Input: [" MyStack ", "push" and "push", "top", "pop", "empty"] [[], [1], [2], [], [], []] output: [null, null, null, 2, 2, false] MyStack MyStack = new MyStack(); myStack.push(1); myStack.push(2); myStack.top(); // Return 2 mystack.pop (); // Return 2 mystack.empty (); / / returns FalseCopy the code

Tip:

  • 1 <= x <= 9
  • Push, POP, peek, and Empty are called up to 100 times
    • Each callpop 和 topMake sure the stack is not empty

Advancements: Can you implement a stack with just one queue?

Train of thought

This is a test of the basic data structure stack and queue, does not involve a specific algorithm. The stack is characterized by fifo and the queue is characterized by fifO. The difference is that the output order is different. In order to achieve the output order, similar to yesterday, you need to use two queues, called queue 1 and queue 2. Queue 1 does the operation and queue 2 does the temporary storage of elements. For push operation, push directly to input queue 1, POP operation and PEEK operation, all data of queue (except the last one) need to be transferred to queue 2, meeting the requirements of stack. After transfer and output, data should be put back to queue 1. Empty operation needs to check both queues at the same time. See the code for other details.

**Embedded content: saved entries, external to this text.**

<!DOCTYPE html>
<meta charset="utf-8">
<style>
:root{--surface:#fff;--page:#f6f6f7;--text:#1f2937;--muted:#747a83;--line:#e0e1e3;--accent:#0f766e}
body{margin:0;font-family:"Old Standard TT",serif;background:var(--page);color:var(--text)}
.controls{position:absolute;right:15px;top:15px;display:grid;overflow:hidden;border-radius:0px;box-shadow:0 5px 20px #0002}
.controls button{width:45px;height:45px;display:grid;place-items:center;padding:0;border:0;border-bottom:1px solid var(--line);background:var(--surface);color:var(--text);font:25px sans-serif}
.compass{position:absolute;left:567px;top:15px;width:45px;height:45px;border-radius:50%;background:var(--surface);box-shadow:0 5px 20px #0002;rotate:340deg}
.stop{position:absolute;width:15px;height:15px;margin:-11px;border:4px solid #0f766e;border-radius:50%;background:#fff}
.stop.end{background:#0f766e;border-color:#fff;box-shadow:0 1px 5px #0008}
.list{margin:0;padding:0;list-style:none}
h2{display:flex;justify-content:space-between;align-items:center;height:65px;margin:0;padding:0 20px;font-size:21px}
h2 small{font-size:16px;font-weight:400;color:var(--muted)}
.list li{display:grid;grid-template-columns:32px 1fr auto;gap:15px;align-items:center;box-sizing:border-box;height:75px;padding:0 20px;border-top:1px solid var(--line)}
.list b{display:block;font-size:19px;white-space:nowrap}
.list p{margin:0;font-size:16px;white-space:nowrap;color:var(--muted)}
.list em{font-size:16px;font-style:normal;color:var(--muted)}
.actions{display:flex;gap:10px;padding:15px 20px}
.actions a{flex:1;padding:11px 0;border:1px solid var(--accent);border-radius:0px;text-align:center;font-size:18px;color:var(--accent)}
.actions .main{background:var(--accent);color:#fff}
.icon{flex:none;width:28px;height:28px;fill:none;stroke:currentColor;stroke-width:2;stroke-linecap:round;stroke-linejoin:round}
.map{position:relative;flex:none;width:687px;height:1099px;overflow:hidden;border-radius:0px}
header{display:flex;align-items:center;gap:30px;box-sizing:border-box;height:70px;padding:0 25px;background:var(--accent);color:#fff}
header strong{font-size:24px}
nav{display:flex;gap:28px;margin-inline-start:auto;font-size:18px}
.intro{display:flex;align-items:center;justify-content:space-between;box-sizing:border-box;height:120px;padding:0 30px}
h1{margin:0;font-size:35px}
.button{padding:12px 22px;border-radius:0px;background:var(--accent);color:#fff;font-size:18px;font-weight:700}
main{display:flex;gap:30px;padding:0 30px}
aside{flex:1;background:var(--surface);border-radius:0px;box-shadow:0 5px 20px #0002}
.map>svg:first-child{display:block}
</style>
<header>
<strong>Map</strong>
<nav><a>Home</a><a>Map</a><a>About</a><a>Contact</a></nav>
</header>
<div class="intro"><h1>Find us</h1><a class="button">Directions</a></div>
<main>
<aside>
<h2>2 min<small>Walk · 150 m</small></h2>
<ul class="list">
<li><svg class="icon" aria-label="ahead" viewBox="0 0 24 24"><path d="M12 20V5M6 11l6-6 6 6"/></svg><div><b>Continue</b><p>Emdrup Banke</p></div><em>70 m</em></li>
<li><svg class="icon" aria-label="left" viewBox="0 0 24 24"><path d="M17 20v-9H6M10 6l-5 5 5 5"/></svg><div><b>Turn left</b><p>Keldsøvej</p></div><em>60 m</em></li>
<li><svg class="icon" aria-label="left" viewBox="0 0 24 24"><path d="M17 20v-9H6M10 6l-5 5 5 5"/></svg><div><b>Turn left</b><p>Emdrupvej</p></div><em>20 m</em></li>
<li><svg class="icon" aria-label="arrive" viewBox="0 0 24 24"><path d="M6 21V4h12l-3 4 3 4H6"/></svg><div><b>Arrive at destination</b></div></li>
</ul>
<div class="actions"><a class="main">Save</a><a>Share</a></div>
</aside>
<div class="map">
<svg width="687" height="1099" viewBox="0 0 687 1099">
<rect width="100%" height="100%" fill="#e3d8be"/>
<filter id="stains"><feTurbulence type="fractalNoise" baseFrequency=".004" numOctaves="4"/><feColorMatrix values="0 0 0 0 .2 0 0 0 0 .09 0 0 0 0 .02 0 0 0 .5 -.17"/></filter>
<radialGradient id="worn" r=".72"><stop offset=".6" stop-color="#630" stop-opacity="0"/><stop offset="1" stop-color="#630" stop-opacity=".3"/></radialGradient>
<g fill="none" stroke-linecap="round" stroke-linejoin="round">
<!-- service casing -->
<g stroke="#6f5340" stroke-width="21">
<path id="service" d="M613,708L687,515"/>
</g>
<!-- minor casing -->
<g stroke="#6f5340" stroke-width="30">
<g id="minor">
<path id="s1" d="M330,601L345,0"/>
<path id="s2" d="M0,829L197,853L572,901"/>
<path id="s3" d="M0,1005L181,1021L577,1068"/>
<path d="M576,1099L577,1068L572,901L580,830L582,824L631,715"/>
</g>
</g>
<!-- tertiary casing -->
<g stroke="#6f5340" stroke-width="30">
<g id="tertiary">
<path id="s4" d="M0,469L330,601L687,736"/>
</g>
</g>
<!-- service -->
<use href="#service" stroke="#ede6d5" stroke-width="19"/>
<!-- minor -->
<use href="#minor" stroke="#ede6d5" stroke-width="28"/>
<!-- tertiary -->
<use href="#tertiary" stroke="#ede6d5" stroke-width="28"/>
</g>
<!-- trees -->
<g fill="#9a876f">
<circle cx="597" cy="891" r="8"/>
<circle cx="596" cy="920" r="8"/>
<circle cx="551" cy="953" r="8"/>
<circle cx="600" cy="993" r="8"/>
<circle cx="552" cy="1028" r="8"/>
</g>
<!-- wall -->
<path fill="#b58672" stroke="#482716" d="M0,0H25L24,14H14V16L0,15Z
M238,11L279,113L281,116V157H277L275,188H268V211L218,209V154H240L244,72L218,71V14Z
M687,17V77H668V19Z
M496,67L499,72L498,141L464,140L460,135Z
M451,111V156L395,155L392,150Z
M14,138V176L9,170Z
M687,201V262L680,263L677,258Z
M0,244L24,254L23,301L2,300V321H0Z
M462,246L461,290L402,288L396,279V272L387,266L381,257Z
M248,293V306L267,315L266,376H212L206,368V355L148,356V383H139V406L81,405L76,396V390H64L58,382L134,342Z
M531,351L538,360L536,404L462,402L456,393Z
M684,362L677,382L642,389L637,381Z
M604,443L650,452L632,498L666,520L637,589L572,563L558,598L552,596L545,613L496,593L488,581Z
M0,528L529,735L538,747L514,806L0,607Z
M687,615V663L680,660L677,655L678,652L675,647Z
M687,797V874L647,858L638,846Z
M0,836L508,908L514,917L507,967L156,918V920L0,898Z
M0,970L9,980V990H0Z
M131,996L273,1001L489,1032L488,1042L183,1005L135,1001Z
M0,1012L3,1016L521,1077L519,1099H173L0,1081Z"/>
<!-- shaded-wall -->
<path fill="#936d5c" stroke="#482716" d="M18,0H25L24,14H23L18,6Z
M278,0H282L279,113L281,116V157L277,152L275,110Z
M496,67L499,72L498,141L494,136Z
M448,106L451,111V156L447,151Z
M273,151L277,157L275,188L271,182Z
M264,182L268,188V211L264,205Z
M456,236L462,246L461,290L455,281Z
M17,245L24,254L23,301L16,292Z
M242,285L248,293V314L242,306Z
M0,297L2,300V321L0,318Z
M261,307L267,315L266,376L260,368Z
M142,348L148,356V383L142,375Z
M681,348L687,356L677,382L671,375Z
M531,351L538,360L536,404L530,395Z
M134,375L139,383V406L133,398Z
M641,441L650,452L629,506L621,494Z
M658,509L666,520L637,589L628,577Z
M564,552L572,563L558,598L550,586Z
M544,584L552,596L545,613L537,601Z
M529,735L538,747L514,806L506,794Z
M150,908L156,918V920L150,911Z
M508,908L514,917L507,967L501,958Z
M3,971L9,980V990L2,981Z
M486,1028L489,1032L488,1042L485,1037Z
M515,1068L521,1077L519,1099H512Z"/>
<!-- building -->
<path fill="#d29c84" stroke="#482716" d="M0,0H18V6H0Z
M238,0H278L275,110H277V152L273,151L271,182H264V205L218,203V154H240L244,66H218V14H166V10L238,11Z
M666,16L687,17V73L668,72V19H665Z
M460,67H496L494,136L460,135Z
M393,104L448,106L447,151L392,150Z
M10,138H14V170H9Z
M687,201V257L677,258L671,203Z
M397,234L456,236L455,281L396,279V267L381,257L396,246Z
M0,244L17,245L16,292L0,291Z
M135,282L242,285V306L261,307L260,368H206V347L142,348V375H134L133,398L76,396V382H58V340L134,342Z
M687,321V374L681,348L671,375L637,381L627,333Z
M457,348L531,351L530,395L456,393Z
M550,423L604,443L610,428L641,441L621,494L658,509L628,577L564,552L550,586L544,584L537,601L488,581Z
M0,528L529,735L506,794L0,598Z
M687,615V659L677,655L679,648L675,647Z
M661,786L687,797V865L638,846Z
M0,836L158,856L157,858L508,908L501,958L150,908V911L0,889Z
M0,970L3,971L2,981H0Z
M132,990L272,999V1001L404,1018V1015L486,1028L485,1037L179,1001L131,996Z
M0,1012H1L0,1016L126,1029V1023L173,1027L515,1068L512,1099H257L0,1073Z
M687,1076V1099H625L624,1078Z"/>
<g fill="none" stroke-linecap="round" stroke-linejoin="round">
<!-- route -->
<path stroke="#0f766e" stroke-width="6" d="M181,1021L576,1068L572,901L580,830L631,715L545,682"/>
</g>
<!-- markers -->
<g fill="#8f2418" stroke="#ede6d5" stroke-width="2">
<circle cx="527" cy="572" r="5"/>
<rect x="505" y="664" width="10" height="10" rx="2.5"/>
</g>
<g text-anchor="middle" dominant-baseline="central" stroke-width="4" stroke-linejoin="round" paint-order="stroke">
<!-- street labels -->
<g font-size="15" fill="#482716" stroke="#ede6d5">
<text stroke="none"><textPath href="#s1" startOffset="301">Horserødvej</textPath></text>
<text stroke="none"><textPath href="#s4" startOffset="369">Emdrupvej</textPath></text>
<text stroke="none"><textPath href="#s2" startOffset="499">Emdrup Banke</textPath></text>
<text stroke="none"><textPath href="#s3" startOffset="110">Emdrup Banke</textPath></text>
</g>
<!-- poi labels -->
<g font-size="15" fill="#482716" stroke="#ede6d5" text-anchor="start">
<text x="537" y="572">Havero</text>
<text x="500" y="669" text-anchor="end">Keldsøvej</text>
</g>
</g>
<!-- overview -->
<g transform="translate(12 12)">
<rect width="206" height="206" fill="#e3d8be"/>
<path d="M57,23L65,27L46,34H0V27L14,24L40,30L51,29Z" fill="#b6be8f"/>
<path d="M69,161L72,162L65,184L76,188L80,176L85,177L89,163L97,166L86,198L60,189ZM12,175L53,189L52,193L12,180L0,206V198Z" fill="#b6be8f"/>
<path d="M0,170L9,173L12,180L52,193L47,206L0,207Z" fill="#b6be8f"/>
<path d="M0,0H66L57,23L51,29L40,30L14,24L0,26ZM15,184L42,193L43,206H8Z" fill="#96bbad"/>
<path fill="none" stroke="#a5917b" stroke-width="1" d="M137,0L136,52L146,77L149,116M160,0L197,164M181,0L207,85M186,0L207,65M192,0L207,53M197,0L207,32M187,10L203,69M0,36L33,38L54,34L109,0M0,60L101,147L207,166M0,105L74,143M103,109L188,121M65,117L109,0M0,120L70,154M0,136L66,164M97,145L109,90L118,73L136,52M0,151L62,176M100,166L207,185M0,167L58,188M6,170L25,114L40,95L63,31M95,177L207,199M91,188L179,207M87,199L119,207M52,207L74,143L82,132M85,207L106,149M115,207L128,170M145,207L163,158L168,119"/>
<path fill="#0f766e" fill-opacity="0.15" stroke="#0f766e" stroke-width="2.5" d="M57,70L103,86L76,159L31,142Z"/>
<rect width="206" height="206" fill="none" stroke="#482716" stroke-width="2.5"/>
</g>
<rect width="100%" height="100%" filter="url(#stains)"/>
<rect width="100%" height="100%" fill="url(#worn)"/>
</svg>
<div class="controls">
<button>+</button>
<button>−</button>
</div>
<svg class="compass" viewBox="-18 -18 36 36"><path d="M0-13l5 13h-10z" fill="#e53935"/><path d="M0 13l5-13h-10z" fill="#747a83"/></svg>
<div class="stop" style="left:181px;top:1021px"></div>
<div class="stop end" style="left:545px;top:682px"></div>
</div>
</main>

The progression tells us that we have some space to optimize, but we don’t have to open two queues, just one queue, and notice that we just need to record the number of data, move the data from the head to the tail, and leave the last data standing, and we can do that.

Code implementation

Two queues:

class MyStack {
    private:
    queue<int> queue1;
    queue<int> queue2;
public:
    /** Initialize your data structure here. */
    MyStack() {}/** Push element x onto stack. */
    void push(int x) {
      queue1.push(x);
    }
    
    /** Removes the element on top of the stack and returns that element. */
    int pop(a) {
     int time=queue1.size(a)- 1;
     while(time--){   // Save to queue 2
         queue2.push(queue1.front());
         queue1.pop(a); }int resule=queue1.front(a); queue1.pop(a);/ / record
     queue1=queue2;     
     while(! queue2.empty())  / / reduction
     queue2.pop(a);return resule;
    }
    
    /** Get the top element. */
    int top(a) {
      return queue1.back(a); }/** Returns whether the stack is empty. */
    bool empty(a) {
return queue1.empty();
    }
};

/** * Your MyStack object will be instantiated and called as such: * MyStack* obj = new MyStack(); * obj->push(x); * int param_2 = obj->pop(); * int param_3 = obj->top(); * bool param_4 = obj->empty(); * /
Copy the code

conclusion

The stack and queue are two basic data structures.